#### MATERIAL PROVIDED

☆ ☆ ☆ ☆ ☆

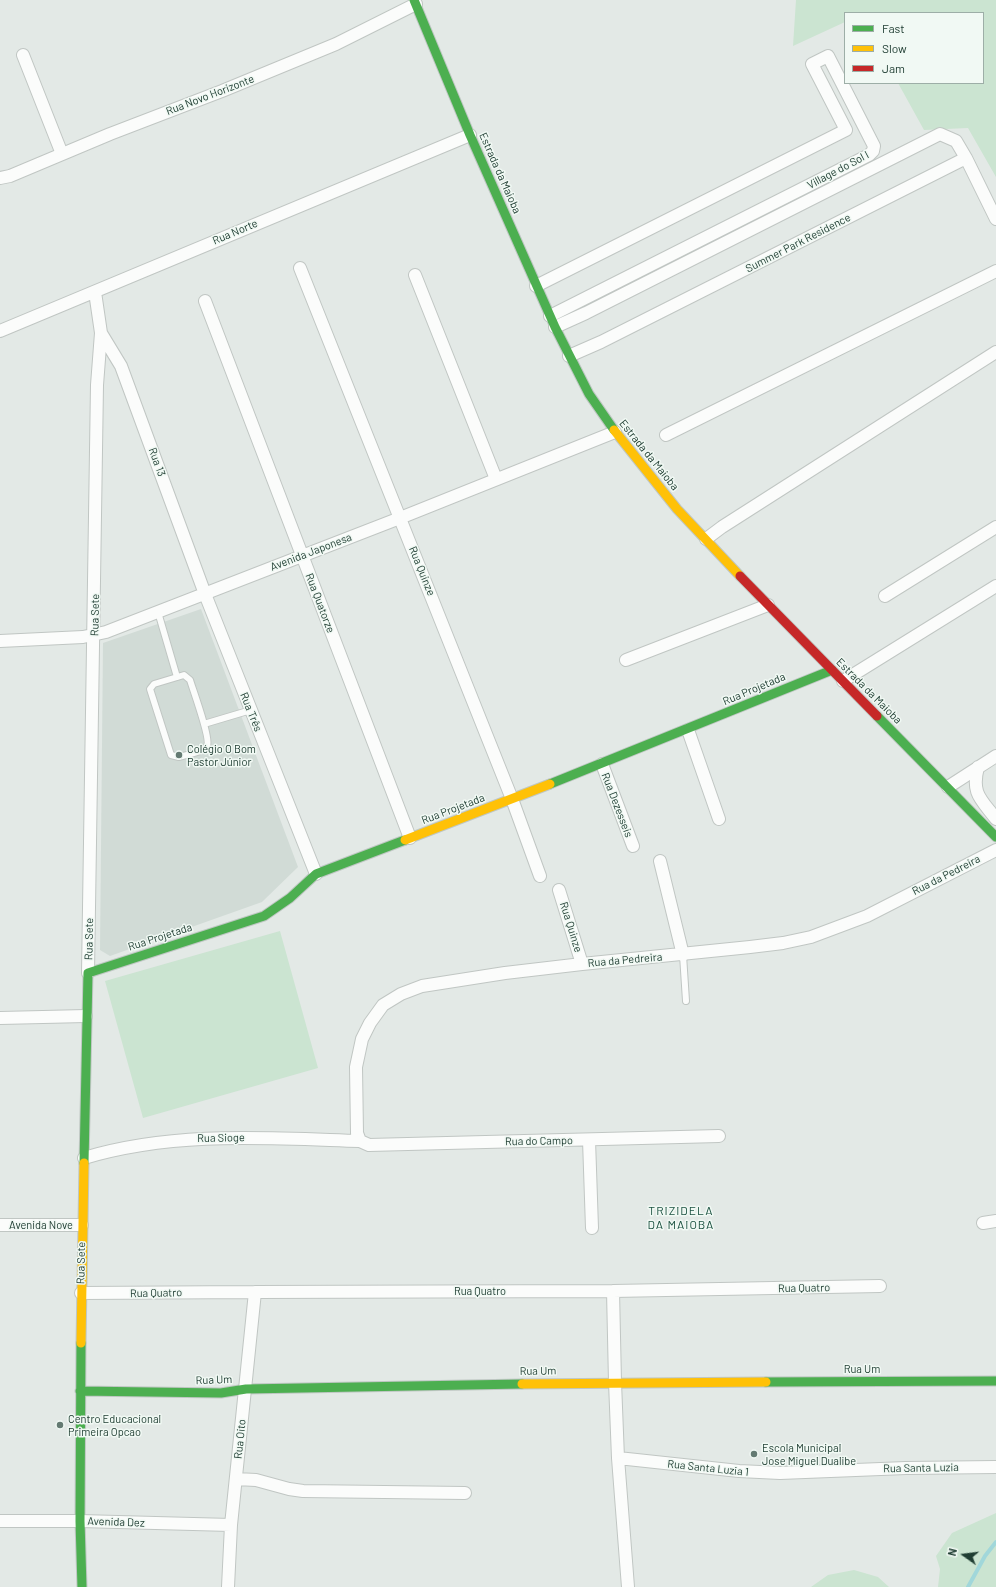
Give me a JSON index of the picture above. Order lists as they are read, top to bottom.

☆ ☆ ☆ ☆ ☆

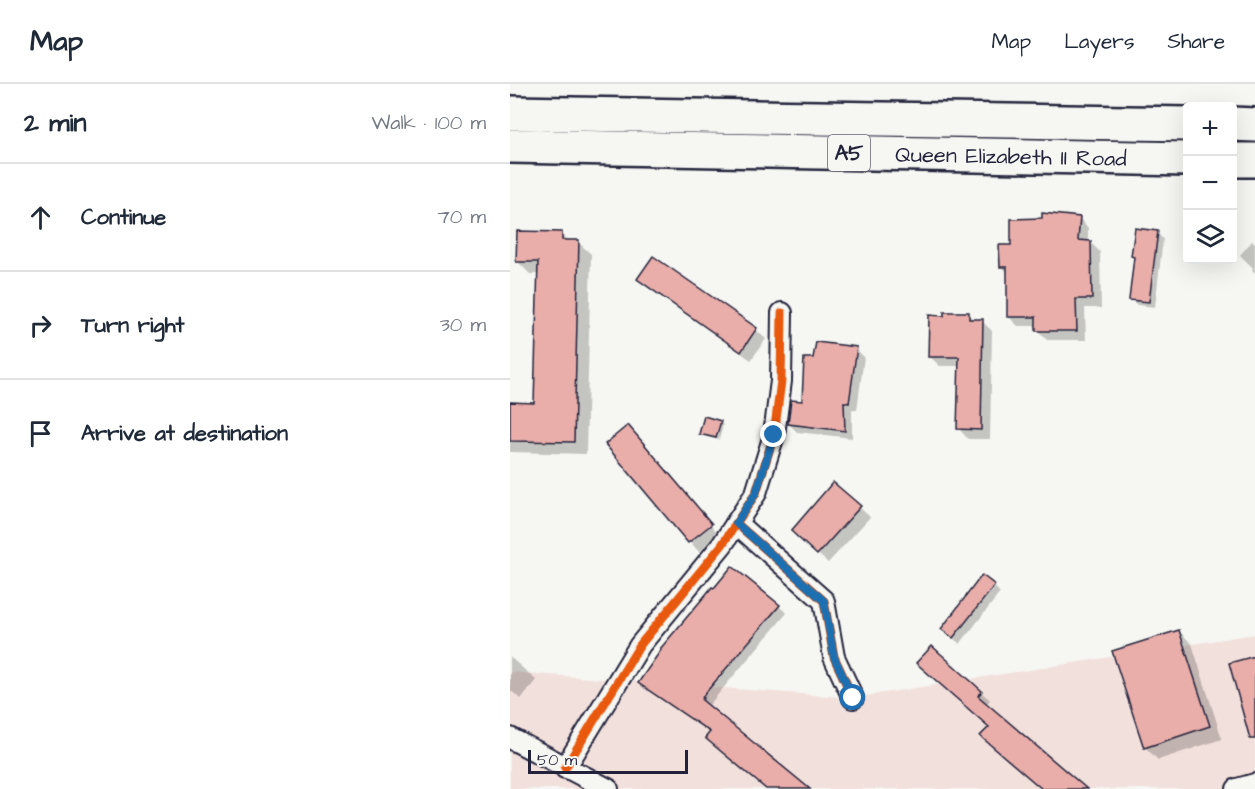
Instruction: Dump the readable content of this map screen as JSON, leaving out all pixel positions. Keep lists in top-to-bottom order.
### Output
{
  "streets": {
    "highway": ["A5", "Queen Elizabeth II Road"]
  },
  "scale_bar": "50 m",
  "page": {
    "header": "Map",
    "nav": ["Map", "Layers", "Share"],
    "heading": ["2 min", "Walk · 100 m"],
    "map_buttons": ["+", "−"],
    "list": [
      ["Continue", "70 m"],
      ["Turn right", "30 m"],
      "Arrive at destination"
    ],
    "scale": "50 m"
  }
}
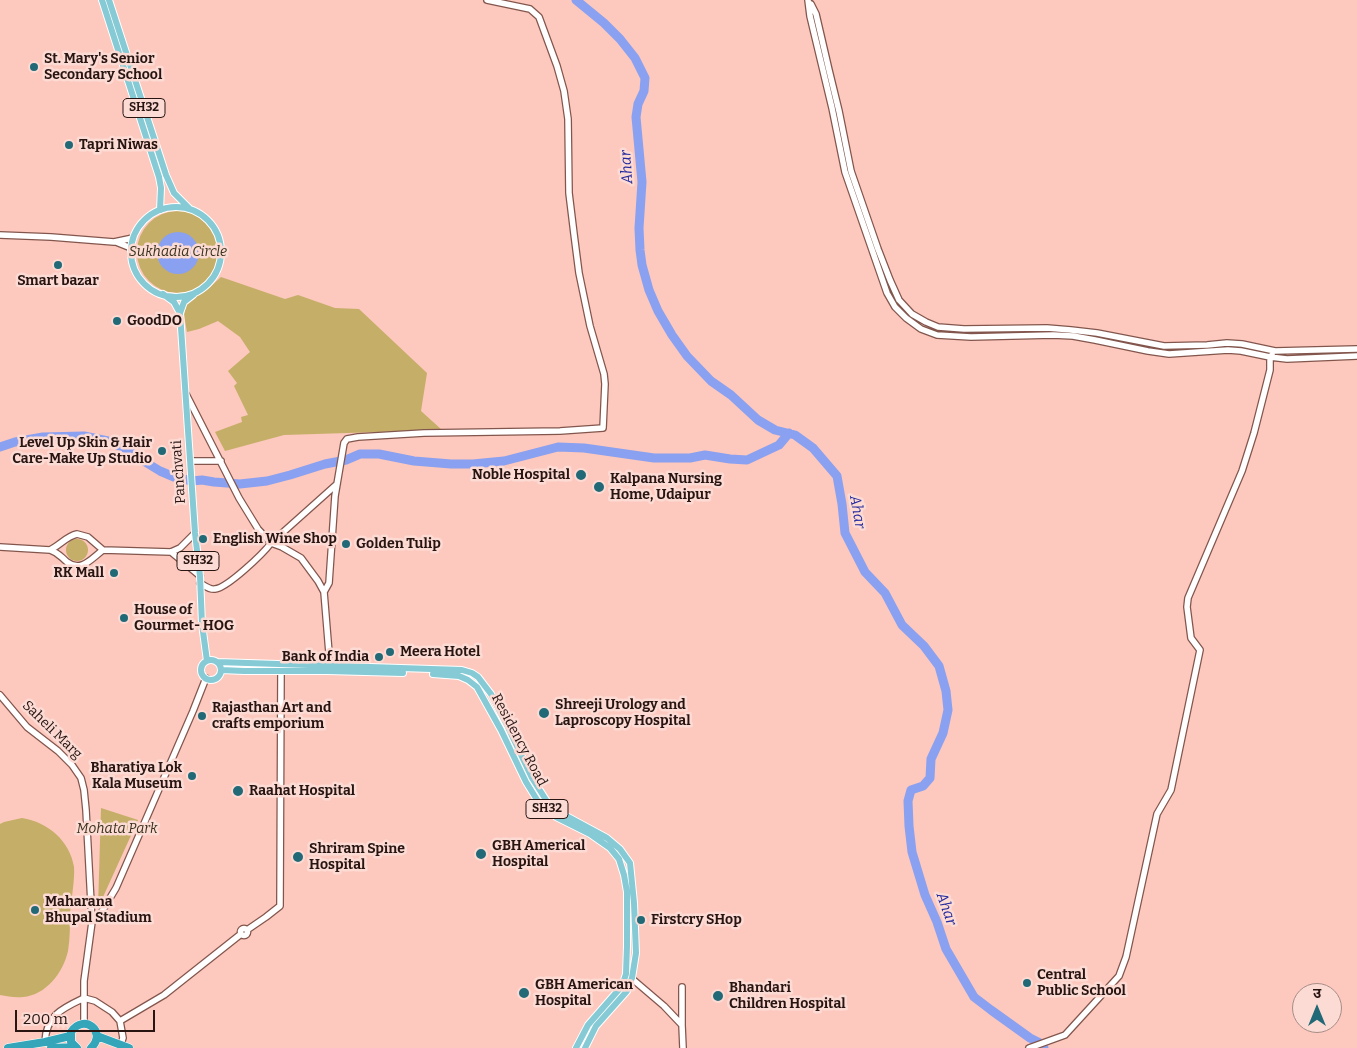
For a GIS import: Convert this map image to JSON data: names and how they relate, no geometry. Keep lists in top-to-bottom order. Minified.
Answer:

☆ ☆ ☆ ☆ ☆

Look through the entries, and return every line that the word "JSON" appears in.

#### RESULT
Give me a JSON index of the picture above. Order lists as they are read, top to bottom.
Instruction: Dump the readable content of this map screen as JSON, leaving out all pixel positions. Keep lists in top-to-bottom order.
For a GIS import: Convert this map image to JSON data: names and how they relate, no geometry. Keep lists in top-to-bottom order. Minified.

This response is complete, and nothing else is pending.